* Task requirements *
Retype each of the entries below exactly as written.

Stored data
******************************

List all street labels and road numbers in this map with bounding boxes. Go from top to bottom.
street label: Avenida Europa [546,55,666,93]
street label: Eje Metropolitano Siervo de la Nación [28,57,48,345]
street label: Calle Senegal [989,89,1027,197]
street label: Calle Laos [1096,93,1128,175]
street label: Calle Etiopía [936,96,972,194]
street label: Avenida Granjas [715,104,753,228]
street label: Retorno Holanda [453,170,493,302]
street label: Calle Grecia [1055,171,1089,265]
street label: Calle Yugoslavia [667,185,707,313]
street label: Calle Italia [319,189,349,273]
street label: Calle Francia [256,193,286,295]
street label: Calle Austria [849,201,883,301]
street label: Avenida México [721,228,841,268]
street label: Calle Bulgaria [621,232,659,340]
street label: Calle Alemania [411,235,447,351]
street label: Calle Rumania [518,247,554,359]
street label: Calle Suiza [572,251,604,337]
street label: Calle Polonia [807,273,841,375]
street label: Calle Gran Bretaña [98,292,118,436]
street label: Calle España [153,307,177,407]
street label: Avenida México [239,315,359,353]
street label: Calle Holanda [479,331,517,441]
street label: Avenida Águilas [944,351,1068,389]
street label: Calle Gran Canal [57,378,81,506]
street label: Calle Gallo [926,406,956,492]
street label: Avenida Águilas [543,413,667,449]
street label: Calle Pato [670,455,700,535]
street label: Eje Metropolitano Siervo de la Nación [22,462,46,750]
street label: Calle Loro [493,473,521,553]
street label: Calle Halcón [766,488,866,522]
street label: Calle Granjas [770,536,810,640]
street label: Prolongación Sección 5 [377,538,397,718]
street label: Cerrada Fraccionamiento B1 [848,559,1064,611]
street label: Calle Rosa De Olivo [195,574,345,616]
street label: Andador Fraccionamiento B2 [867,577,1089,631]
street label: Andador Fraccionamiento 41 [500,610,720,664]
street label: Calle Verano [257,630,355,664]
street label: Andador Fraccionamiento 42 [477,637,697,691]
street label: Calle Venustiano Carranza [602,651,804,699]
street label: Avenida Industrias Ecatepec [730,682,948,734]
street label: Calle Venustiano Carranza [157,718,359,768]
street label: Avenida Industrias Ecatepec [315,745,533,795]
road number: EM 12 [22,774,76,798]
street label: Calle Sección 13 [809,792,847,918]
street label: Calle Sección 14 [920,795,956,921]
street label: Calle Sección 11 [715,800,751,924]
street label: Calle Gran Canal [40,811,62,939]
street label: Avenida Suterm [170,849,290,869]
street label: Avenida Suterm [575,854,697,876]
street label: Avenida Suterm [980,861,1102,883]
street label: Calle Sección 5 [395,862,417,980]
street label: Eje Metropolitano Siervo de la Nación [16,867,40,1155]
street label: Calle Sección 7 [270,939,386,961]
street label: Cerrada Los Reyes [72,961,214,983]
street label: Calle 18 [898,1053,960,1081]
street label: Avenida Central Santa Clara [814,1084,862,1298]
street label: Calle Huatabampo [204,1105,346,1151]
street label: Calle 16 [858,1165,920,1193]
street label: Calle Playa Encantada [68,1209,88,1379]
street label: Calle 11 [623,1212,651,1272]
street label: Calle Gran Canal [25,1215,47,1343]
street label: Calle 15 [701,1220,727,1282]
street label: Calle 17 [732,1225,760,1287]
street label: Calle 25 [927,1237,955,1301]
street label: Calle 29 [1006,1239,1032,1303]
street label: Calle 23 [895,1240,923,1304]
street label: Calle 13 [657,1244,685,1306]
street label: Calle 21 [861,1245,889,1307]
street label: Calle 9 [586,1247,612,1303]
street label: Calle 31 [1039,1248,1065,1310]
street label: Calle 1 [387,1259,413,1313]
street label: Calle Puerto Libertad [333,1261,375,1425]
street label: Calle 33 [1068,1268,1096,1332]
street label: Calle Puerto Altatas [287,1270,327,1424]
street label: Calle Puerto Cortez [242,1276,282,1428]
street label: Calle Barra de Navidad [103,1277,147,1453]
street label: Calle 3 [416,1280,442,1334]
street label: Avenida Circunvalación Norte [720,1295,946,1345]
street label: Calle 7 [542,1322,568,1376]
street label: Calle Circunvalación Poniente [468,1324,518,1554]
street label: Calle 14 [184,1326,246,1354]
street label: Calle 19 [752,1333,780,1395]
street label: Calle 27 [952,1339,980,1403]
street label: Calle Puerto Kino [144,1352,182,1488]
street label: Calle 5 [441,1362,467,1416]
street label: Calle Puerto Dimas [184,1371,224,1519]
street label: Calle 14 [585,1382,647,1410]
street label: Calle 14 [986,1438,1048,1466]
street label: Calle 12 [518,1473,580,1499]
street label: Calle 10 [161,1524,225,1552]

******************************

* The completed task *
List all street labels and road numbers in this map with bounding boxes. Go from top to bottom.
street label: Avenida Europa [546,55,666,93]
street label: Eje Metropolitano Siervo de la Nación [28,57,48,345]
street label: Calle Senegal [989,89,1027,197]
street label: Calle Laos [1096,93,1128,175]
street label: Calle Etiopía [936,96,972,194]
street label: Avenida Granjas [715,104,753,228]
street label: Retorno Holanda [453,170,493,302]
street label: Calle Grecia [1055,171,1089,265]
street label: Calle Yugoslavia [667,185,707,313]
street label: Calle Italia [319,189,349,273]
street label: Calle Francia [256,193,286,295]
street label: Calle Austria [849,201,883,301]
street label: Avenida México [721,228,841,268]
street label: Calle Bulgaria [621,232,659,340]
street label: Calle Alemania [411,235,447,351]
street label: Calle Rumania [518,247,554,359]
street label: Calle Suiza [572,251,604,337]
street label: Calle Polonia [807,273,841,375]
street label: Calle Gran Bretaña [98,292,118,436]
street label: Calle España [153,307,177,407]
street label: Avenida México [239,315,359,353]
street label: Calle Holanda [479,331,517,441]
street label: Avenida Águilas [944,351,1068,389]
street label: Calle Gran Canal [57,378,81,506]
street label: Calle Gallo [926,406,956,492]
street label: Avenida Águilas [543,413,667,449]
street label: Calle Pato [670,455,700,535]
street label: Eje Metropolitano Siervo de la Nación [22,462,46,750]
street label: Calle Loro [493,473,521,553]
street label: Calle Halcón [766,488,866,522]
street label: Calle Granjas [770,536,810,640]
street label: Prolongación Sección 5 [377,538,397,718]
street label: Cerrada Fraccionamiento B1 [848,559,1064,611]
street label: Calle Rosa De Olivo [195,574,345,616]
street label: Andador Fraccionamiento B2 [867,577,1089,631]
street label: Andador Fraccionamiento 41 [500,610,720,664]
street label: Calle Verano [257,630,355,664]
street label: Andador Fraccionamiento 42 [477,637,697,691]
street label: Calle Venustiano Carranza [602,651,804,699]
street label: Avenida Industrias Ecatepec [730,682,948,734]
street label: Calle Venustiano Carranza [157,718,359,768]
street label: Avenida Industrias Ecatepec [315,745,533,795]
road number: EM 12 [22,774,76,798]
street label: Calle Sección 13 [809,792,847,918]
street label: Calle Sección 14 [920,795,956,921]
street label: Calle Sección 11 [715,800,751,924]
street label: Calle Gran Canal [40,811,62,939]
street label: Avenida Suterm [170,849,290,869]
street label: Avenida Suterm [575,854,697,876]
street label: Avenida Suterm [980,861,1102,883]
street label: Calle Sección 5 [395,862,417,980]
street label: Eje Metropolitano Siervo de la Nación [16,867,40,1155]
street label: Calle Sección 7 [270,939,386,961]
street label: Cerrada Los Reyes [72,961,214,983]
street label: Calle 18 [898,1053,960,1081]
street label: Avenida Central Santa Clara [814,1084,862,1298]
street label: Calle Huatabampo [204,1105,346,1151]
street label: Calle 16 [858,1165,920,1193]
street label: Calle Playa Encantada [68,1209,88,1379]
street label: Calle 11 [623,1212,651,1272]
street label: Calle Gran Canal [25,1215,47,1343]
street label: Calle 15 [701,1220,727,1282]
street label: Calle 17 [732,1225,760,1287]
street label: Calle 25 [927,1237,955,1301]
street label: Calle 29 [1006,1239,1032,1303]
street label: Calle 23 [895,1240,923,1304]
street label: Calle 13 [657,1244,685,1306]
street label: Calle 21 [861,1245,889,1307]
street label: Calle 9 [586,1247,612,1303]
street label: Calle 31 [1039,1248,1065,1310]
street label: Calle 1 [387,1259,413,1313]
street label: Calle Puerto Libertad [333,1261,375,1425]
street label: Calle 33 [1068,1268,1096,1332]
street label: Calle Puerto Altatas [287,1270,327,1424]
street label: Calle Puerto Cortez [242,1276,282,1428]
street label: Calle Barra de Navidad [103,1277,147,1453]
street label: Calle 3 [416,1280,442,1334]
street label: Avenida Circunvalación Norte [720,1295,946,1345]
street label: Calle 7 [542,1322,568,1376]
street label: Calle Circunvalación Poniente [468,1324,518,1554]
street label: Calle 14 [184,1326,246,1354]
street label: Calle 19 [752,1333,780,1395]
street label: Calle 27 [952,1339,980,1403]
street label: Calle Puerto Kino [144,1352,182,1488]
street label: Calle 5 [441,1362,467,1416]
street label: Calle Puerto Dimas [184,1371,224,1519]
street label: Calle 14 [585,1382,647,1410]
street label: Calle 14 [986,1438,1048,1466]
street label: Calle 12 [518,1473,580,1499]
street label: Calle 10 [161,1524,225,1552]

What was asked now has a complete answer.